What you should do:
As you work through the listing, transcribe every line exactly as it reads.

Data shown:
═══

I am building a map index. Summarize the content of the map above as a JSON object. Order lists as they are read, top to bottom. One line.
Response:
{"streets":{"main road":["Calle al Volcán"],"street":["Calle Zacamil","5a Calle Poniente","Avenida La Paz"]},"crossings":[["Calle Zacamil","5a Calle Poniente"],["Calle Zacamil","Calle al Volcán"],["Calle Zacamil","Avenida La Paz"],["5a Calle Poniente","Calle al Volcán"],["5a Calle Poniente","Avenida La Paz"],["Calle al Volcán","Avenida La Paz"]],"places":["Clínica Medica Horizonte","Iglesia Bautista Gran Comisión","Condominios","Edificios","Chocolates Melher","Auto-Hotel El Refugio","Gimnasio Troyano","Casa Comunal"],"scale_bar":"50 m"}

═══

Output of the exercise:
I am building a map index. Summarize the content of the map above as a JSON object. Order lists as they are read, top to bottom. One line.
Response:
{"streets":{"main road":["Calle al Volcán"],"street":["Calle Zacamil","5a Calle Poniente","Avenida La Paz"]},"crossings":[["Calle Zacamil","5a Calle Poniente"],["Calle Zacamil","Calle al Volcán"],["Calle Zacamil","Avenida La Paz"],["5a Calle Poniente","Calle al Volcán"],["5a Calle Poniente","Avenida La Paz"],["Calle al Volcán","Avenida La Paz"]],"places":["Clínica Medica Horizonte","Iglesia Bautista Gran Comisión","Condominios","Edificios","Chocolates Melher","Auto-Hotel El Refugio","Gimnasio Troyano","Casa Comunal"],"scale_bar":"50 m"}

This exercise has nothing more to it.